# Task objective
Could you copy out all the lines in the material below where the word "sizing" occurs?

# Excerpted records
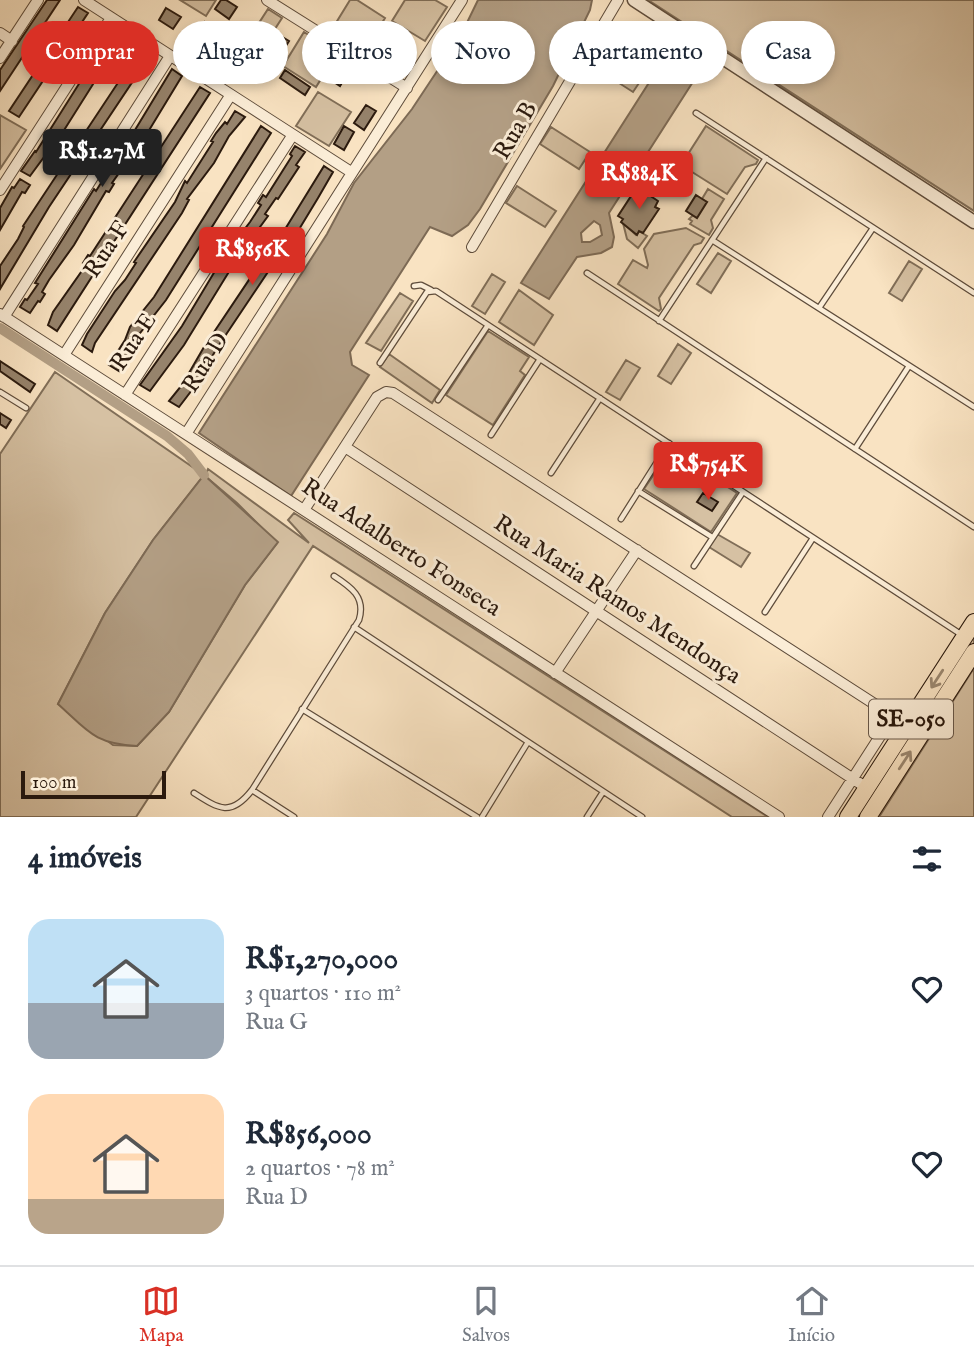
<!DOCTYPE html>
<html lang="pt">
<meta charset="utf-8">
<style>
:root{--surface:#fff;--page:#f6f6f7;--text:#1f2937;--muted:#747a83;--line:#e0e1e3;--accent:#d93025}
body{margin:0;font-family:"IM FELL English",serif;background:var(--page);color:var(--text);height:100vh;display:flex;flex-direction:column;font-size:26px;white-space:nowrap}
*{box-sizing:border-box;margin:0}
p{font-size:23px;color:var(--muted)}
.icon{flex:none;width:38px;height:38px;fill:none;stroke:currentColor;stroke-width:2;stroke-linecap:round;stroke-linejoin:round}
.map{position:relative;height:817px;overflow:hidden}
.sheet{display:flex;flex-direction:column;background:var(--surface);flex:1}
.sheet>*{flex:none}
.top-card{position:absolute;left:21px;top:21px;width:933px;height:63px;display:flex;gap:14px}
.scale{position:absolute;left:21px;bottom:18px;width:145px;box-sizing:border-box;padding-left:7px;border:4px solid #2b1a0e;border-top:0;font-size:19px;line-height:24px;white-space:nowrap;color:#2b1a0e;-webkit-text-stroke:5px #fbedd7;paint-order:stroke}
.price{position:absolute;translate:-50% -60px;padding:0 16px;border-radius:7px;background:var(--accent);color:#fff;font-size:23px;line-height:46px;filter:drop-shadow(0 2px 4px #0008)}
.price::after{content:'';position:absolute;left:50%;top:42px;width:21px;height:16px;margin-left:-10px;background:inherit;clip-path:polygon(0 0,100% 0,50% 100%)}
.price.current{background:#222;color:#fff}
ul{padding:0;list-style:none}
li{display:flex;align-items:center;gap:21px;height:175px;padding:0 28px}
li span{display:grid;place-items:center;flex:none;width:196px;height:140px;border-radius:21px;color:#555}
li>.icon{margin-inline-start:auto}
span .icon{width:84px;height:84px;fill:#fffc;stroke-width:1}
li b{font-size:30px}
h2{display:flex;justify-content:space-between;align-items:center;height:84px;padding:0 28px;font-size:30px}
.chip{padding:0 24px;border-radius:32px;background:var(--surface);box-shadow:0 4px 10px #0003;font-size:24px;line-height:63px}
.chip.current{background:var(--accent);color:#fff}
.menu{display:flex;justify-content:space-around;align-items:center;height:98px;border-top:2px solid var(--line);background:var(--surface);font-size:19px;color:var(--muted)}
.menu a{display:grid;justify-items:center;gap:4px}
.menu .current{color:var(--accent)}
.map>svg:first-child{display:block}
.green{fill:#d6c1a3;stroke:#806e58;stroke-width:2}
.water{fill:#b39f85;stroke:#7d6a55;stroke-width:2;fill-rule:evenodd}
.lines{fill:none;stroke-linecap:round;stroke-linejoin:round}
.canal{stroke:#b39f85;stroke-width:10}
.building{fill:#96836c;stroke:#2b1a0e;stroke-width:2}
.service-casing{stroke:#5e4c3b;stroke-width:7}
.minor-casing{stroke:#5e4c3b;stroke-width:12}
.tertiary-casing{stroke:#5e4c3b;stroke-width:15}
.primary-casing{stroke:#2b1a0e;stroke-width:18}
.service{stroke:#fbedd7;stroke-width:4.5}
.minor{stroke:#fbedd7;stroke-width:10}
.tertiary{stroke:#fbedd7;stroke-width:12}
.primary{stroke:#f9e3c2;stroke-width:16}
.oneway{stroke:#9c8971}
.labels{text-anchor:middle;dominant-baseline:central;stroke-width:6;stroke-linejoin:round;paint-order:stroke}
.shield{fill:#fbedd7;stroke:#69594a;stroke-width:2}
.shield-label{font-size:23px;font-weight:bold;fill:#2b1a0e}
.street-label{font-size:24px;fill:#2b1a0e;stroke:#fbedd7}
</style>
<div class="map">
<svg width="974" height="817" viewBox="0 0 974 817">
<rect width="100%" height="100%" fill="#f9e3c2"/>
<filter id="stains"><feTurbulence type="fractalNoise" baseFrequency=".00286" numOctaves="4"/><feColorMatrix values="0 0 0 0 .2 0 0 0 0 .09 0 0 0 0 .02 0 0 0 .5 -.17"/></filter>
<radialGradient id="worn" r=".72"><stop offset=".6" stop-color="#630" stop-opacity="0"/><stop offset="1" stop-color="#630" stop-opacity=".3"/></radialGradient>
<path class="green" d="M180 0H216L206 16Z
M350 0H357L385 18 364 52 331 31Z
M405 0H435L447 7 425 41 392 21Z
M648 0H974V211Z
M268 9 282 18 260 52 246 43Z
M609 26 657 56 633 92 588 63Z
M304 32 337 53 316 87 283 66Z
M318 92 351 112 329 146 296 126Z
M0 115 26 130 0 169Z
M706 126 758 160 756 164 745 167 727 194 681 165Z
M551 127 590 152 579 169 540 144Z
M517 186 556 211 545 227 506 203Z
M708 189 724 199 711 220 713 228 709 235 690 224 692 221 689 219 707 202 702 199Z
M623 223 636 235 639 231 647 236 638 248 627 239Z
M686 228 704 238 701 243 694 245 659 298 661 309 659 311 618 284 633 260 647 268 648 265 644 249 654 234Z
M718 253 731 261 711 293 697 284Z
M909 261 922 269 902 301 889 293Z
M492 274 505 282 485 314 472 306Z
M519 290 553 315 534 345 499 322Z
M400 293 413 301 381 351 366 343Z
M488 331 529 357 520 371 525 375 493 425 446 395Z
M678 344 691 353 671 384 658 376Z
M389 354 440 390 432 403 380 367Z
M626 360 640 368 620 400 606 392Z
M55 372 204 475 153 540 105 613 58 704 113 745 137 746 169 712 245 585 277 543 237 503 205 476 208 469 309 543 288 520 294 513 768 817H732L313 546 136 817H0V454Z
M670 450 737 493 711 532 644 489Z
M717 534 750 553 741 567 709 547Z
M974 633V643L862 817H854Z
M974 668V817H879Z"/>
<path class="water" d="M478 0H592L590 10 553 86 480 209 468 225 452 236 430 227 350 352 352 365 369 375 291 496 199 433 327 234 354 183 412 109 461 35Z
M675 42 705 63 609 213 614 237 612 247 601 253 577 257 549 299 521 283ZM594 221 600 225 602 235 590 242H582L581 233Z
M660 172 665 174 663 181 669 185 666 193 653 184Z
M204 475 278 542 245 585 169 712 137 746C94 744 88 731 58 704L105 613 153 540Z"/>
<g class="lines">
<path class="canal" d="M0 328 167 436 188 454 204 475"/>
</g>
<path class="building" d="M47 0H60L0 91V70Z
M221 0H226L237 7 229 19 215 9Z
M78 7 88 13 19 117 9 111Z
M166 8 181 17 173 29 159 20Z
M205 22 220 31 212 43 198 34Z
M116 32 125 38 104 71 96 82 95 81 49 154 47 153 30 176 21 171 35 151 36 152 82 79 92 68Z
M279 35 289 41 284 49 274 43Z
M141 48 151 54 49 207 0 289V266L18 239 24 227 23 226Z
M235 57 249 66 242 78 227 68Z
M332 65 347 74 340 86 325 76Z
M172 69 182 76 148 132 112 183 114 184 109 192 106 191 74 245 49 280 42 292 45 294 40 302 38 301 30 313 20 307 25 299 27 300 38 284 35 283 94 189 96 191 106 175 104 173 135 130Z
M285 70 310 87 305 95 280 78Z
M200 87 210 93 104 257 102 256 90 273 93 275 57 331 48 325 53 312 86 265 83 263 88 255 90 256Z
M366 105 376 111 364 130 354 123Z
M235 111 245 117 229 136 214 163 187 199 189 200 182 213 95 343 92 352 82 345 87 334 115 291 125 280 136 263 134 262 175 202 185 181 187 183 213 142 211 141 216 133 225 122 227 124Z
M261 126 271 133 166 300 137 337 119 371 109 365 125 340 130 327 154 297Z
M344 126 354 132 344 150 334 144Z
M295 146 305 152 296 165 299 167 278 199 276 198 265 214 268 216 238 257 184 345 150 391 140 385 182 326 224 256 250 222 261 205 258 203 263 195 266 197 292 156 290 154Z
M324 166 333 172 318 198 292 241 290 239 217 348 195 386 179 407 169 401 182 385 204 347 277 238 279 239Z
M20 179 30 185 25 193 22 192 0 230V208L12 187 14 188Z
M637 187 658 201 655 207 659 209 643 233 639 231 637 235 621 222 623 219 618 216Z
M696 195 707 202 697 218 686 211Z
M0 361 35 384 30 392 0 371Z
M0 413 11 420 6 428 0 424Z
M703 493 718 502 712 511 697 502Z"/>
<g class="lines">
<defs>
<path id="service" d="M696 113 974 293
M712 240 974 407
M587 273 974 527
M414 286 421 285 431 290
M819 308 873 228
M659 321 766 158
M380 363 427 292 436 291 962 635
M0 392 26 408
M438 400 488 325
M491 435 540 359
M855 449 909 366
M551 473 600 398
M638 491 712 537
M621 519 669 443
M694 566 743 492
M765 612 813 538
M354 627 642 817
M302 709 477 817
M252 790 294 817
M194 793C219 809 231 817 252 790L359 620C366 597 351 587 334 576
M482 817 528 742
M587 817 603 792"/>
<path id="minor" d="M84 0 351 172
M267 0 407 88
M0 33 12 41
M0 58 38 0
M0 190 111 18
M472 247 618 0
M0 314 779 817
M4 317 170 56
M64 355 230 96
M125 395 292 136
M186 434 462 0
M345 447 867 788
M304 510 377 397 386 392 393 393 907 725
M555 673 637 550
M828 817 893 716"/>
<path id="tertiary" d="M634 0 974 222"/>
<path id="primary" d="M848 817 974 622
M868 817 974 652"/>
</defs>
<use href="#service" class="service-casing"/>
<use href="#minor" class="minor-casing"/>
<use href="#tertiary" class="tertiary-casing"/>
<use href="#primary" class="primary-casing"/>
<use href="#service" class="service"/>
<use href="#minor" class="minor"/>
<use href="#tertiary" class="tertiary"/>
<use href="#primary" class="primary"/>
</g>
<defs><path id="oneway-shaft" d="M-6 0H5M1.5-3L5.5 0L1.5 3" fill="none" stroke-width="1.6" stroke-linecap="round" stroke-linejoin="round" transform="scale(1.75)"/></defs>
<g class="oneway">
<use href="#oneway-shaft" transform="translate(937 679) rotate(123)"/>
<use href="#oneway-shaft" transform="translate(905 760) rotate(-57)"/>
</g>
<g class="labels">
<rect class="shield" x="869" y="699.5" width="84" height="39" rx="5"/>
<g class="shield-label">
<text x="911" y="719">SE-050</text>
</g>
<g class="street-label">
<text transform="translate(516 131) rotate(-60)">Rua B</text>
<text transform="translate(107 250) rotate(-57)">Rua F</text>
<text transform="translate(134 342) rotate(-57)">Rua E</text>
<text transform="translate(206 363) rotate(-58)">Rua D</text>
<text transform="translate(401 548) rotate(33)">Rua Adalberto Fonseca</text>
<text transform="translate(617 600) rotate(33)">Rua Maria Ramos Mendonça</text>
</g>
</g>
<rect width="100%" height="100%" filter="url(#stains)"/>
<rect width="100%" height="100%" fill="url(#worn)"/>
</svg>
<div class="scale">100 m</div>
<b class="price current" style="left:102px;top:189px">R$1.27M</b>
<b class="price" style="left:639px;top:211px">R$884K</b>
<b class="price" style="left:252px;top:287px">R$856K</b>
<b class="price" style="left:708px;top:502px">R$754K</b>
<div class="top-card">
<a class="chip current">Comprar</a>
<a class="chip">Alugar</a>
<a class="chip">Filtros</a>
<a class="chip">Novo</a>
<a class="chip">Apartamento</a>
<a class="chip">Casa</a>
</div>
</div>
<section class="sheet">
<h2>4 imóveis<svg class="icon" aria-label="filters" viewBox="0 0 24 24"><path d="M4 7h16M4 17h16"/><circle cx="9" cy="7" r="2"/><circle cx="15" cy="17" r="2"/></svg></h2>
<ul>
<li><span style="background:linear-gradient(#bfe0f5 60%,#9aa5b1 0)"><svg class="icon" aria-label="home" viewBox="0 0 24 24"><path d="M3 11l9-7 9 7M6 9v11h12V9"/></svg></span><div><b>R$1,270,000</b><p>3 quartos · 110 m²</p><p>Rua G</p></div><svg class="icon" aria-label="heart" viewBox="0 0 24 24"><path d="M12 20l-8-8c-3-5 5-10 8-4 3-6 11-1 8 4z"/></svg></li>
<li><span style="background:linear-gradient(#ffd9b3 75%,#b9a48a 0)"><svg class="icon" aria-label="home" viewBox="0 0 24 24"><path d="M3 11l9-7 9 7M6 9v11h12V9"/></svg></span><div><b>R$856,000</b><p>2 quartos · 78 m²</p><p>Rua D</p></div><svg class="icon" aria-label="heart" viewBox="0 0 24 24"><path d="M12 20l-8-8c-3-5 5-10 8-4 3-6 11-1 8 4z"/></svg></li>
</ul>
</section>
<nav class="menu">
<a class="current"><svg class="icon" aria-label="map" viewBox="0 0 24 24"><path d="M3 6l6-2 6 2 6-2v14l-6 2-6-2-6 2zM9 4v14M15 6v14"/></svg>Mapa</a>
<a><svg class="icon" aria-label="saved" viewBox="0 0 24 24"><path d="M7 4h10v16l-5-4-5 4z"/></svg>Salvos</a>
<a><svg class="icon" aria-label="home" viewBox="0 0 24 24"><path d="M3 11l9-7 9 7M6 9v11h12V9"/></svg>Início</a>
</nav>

# Finished task
*{box-sizing:border-box;margin:0}
.scale{position:absolute;left:21px;bottom:18px;width:145px;box-sizing:border-box;padding-left:7px;border:4px solid #2b1a0e;border-top:0;font-size:19px;line-height:24px;white-space:nowrap;color:#2b1a0e;-webkit-text-stroke:5px #fbedd7;paint-order:stroke}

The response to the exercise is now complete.